#### [TASK REQUIREMENTS]
Check each line of the material that follows, and copy those holding the string "positions".

#### [TASK INPUTS]
══════════

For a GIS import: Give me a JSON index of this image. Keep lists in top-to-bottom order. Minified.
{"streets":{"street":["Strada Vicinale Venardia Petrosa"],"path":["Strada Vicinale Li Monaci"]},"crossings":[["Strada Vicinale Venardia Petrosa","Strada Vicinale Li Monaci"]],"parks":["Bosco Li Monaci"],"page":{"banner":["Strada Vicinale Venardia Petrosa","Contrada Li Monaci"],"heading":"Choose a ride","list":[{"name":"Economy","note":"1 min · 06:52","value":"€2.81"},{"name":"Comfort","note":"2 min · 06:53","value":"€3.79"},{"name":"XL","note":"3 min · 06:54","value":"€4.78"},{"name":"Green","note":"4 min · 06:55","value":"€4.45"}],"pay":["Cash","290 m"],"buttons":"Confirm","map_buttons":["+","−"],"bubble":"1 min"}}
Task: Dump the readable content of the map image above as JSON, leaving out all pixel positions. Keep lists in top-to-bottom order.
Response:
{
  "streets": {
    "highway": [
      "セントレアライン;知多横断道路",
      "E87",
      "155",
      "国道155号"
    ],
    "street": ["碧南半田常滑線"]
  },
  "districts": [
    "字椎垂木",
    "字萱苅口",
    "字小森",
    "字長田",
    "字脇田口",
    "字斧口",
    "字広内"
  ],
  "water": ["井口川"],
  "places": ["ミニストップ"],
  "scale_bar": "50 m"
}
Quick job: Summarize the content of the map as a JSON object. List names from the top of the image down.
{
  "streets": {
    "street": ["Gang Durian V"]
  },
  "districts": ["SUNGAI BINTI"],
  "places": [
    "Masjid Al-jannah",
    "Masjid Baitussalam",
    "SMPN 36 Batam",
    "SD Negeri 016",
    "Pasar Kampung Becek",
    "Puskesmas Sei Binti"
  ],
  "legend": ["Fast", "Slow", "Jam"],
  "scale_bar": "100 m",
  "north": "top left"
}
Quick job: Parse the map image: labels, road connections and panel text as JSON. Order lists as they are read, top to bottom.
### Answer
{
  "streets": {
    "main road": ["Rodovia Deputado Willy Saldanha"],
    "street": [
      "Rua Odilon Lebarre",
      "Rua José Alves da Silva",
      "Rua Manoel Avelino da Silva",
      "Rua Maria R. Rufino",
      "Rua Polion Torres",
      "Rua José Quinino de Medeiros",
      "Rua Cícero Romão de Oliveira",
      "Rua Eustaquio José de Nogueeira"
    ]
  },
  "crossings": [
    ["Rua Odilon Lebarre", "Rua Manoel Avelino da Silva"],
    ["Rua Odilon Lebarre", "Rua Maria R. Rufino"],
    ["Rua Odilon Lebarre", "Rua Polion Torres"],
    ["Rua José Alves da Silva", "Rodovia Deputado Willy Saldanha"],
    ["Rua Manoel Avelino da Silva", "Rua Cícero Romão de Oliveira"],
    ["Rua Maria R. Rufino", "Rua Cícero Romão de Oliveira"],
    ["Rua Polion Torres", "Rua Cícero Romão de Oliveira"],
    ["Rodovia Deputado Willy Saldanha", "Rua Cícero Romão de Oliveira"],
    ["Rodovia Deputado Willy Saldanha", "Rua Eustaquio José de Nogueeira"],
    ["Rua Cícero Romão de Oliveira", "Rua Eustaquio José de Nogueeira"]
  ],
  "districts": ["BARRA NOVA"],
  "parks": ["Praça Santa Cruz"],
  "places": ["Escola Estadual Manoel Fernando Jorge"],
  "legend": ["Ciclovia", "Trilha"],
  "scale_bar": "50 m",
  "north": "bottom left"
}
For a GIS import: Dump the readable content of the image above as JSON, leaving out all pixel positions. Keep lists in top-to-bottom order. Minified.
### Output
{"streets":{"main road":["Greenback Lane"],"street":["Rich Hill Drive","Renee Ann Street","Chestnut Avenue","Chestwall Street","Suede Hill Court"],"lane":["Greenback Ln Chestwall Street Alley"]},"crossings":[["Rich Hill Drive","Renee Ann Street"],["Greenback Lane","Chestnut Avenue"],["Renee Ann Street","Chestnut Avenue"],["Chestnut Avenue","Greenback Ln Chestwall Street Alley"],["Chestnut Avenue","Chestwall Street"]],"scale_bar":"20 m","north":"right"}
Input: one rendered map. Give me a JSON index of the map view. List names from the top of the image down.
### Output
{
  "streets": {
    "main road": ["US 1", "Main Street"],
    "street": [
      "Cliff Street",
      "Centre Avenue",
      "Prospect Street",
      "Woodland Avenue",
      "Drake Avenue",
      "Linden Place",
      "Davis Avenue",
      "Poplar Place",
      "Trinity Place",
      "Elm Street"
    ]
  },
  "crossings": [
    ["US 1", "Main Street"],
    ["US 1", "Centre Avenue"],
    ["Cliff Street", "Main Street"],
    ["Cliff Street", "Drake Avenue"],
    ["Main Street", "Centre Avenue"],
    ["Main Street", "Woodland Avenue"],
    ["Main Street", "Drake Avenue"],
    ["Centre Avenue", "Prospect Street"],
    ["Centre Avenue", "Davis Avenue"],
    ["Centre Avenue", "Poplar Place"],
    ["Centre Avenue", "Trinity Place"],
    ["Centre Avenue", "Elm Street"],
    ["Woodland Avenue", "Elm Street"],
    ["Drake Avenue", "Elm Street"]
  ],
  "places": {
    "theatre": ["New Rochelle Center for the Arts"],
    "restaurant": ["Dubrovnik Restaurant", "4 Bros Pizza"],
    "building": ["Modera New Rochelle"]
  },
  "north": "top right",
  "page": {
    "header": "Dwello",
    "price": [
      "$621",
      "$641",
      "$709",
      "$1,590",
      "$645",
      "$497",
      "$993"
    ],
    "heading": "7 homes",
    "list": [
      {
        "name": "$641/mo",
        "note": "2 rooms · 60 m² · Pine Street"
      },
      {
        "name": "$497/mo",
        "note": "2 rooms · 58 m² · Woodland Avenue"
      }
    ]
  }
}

══════════

#### [WRITTEN ANSWER]
Task: Dump the readable content of the map image above as JSON, leaving out all pixel positions. Keep lists in top-to-bottom order.
For a GIS import: Dump the readable content of the image above as JSON, leaving out all pixel positions. Keep lists in top-to-bottom order. Minified.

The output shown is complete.